**ACTIVITY:**
Scan the data for "setLineDash" and copy each matching line.

Dataset entries
------------------------

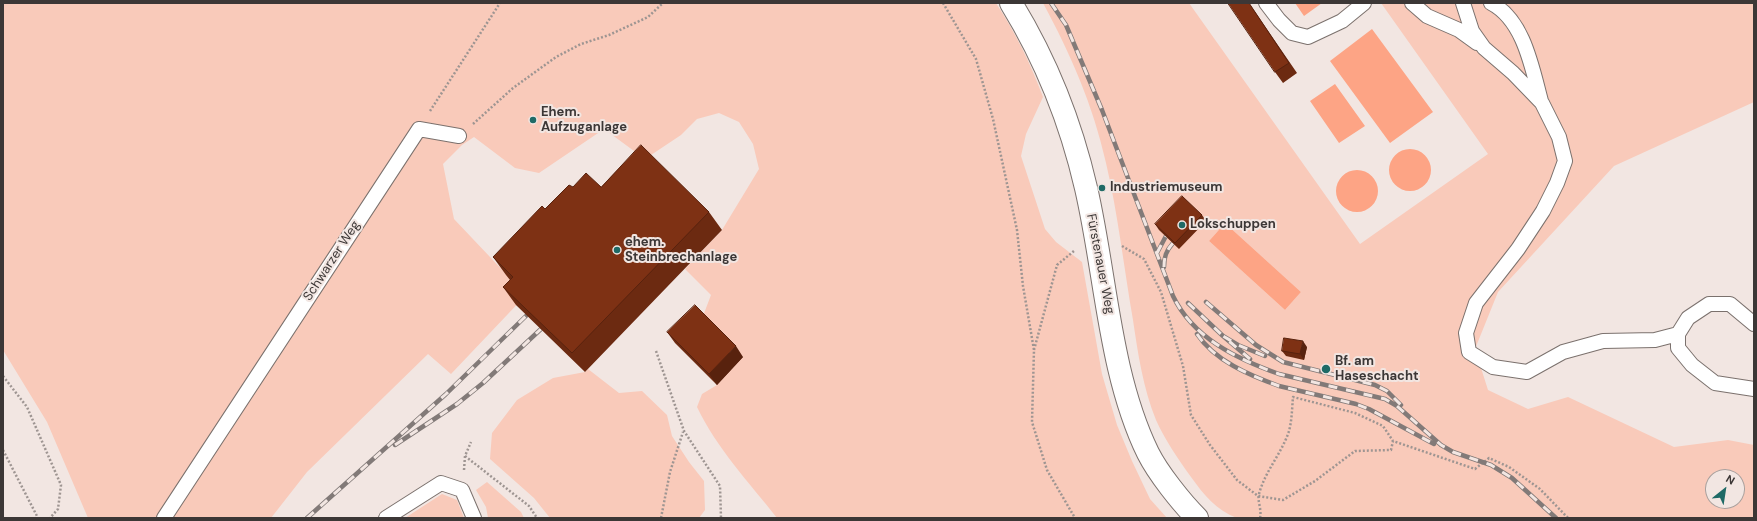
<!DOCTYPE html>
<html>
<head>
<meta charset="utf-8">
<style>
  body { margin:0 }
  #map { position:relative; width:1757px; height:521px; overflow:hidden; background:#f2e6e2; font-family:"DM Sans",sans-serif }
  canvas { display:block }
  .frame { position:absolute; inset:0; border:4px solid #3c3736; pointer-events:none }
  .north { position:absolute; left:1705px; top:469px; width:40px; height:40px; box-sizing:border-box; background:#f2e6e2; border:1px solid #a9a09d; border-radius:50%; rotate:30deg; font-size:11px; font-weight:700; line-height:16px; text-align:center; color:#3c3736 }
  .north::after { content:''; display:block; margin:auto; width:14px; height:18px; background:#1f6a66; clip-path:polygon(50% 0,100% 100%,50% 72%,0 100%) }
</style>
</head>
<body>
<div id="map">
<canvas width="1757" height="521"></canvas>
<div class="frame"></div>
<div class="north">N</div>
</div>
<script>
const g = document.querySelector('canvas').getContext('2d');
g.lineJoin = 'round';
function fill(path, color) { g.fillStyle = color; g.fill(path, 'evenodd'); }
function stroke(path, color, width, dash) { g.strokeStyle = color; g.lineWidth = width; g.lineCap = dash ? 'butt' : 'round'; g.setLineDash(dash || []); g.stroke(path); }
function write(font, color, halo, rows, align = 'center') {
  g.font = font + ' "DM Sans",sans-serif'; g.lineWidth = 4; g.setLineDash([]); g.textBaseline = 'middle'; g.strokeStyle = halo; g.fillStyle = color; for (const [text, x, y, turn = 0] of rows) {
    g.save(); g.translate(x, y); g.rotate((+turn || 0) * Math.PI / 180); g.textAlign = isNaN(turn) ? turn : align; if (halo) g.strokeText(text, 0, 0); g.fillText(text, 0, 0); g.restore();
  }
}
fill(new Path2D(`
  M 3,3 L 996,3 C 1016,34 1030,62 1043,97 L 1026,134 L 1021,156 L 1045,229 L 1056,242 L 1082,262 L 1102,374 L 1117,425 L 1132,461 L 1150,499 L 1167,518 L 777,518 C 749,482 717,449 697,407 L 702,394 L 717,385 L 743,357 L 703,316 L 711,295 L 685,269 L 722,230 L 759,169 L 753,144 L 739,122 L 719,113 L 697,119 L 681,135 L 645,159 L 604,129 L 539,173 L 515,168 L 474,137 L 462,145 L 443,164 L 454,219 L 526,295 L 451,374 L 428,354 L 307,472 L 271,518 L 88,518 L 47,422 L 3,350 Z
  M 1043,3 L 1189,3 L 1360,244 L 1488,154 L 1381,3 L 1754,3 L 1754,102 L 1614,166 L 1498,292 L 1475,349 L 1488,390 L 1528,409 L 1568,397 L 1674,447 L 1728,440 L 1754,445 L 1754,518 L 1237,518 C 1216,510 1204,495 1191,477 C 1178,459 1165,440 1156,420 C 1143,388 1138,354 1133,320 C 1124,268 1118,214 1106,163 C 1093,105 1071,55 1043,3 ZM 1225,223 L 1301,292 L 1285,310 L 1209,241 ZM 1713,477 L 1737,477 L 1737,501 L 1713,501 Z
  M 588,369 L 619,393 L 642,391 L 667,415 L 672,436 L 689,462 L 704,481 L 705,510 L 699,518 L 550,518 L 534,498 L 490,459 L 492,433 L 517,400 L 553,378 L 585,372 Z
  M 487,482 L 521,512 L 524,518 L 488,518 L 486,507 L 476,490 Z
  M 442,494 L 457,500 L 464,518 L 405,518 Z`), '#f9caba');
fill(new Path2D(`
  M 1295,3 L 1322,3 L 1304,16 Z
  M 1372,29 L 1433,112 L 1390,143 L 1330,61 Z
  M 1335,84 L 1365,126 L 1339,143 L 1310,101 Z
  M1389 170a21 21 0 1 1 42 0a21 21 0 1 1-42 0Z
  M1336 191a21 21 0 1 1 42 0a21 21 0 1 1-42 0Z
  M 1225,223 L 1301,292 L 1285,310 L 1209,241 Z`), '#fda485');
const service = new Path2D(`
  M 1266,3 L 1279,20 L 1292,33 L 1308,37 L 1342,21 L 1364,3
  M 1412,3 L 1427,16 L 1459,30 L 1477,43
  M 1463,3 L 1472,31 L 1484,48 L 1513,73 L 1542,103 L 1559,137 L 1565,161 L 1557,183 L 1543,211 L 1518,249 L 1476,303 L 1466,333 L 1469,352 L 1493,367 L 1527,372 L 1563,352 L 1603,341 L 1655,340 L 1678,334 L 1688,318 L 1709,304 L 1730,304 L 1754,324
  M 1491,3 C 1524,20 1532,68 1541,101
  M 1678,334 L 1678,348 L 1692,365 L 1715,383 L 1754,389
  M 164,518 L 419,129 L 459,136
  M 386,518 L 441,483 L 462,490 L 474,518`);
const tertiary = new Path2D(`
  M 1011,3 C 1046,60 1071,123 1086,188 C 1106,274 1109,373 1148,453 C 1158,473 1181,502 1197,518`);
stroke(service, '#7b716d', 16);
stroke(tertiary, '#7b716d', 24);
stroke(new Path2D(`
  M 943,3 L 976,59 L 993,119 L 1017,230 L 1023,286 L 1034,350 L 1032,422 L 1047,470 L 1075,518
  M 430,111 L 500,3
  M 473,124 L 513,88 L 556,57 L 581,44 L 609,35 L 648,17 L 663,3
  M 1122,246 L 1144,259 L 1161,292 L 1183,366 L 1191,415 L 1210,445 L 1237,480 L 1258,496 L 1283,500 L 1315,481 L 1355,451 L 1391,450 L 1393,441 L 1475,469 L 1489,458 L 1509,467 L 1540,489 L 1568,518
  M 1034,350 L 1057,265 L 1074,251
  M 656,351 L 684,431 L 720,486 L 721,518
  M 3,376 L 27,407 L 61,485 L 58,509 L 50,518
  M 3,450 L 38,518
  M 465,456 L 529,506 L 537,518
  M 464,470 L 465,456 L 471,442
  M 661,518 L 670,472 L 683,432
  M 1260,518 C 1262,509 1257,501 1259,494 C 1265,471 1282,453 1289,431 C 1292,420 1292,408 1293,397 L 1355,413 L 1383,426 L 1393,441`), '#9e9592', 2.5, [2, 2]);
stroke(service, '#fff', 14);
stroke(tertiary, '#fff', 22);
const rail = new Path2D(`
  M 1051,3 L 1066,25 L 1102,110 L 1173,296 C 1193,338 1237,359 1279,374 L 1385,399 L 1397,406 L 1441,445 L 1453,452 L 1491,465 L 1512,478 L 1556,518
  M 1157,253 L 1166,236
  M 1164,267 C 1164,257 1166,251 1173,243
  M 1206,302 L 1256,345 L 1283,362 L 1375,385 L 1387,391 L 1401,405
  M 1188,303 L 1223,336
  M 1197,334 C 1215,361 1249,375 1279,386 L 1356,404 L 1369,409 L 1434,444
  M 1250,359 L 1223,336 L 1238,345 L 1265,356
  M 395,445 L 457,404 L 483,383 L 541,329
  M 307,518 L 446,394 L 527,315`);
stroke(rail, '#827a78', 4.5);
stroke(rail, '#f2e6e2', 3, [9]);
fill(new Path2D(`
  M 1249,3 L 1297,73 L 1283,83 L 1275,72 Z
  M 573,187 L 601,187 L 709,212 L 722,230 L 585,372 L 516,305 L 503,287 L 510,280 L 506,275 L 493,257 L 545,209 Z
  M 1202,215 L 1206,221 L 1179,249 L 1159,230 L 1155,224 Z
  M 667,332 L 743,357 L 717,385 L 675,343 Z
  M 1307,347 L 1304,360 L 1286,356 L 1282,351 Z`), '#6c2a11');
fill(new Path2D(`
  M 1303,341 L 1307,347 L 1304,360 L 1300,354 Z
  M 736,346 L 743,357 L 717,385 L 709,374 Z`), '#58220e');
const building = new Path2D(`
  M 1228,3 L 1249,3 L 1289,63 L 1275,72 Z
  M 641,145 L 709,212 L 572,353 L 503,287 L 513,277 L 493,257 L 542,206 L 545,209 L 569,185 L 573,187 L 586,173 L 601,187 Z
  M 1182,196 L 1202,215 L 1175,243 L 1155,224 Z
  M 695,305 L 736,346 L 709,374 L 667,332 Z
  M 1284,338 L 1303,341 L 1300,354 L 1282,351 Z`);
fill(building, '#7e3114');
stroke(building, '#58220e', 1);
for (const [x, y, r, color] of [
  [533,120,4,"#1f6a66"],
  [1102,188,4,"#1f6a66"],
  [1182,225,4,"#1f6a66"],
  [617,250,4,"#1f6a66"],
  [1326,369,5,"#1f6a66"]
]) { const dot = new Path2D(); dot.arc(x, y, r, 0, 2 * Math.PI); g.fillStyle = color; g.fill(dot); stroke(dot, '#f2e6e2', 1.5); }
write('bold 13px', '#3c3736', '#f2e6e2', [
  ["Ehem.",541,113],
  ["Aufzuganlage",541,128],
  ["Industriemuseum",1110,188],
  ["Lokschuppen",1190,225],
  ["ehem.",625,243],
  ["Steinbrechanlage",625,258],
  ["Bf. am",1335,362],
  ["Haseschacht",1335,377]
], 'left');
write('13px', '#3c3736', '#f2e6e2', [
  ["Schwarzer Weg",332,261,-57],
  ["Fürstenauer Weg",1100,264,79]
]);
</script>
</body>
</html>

------------------------

**RESULT:**
function stroke(path, color, width, dash) { g.strokeStyle = color; g.lineWidth = width; g.lineCap = dash ? 'butt' : 'round'; g.setLineDash(dash || []); g.stroke(path); }
  g.font = font + ' "DM Sans",sans-serif'; g.lineWidth = 4; g.setLineDash([]); g.textBaseline = 'middle'; g.strokeStyle = halo; g.fillStyle = color; for (const [text, x, y, turn = 0] of rows) {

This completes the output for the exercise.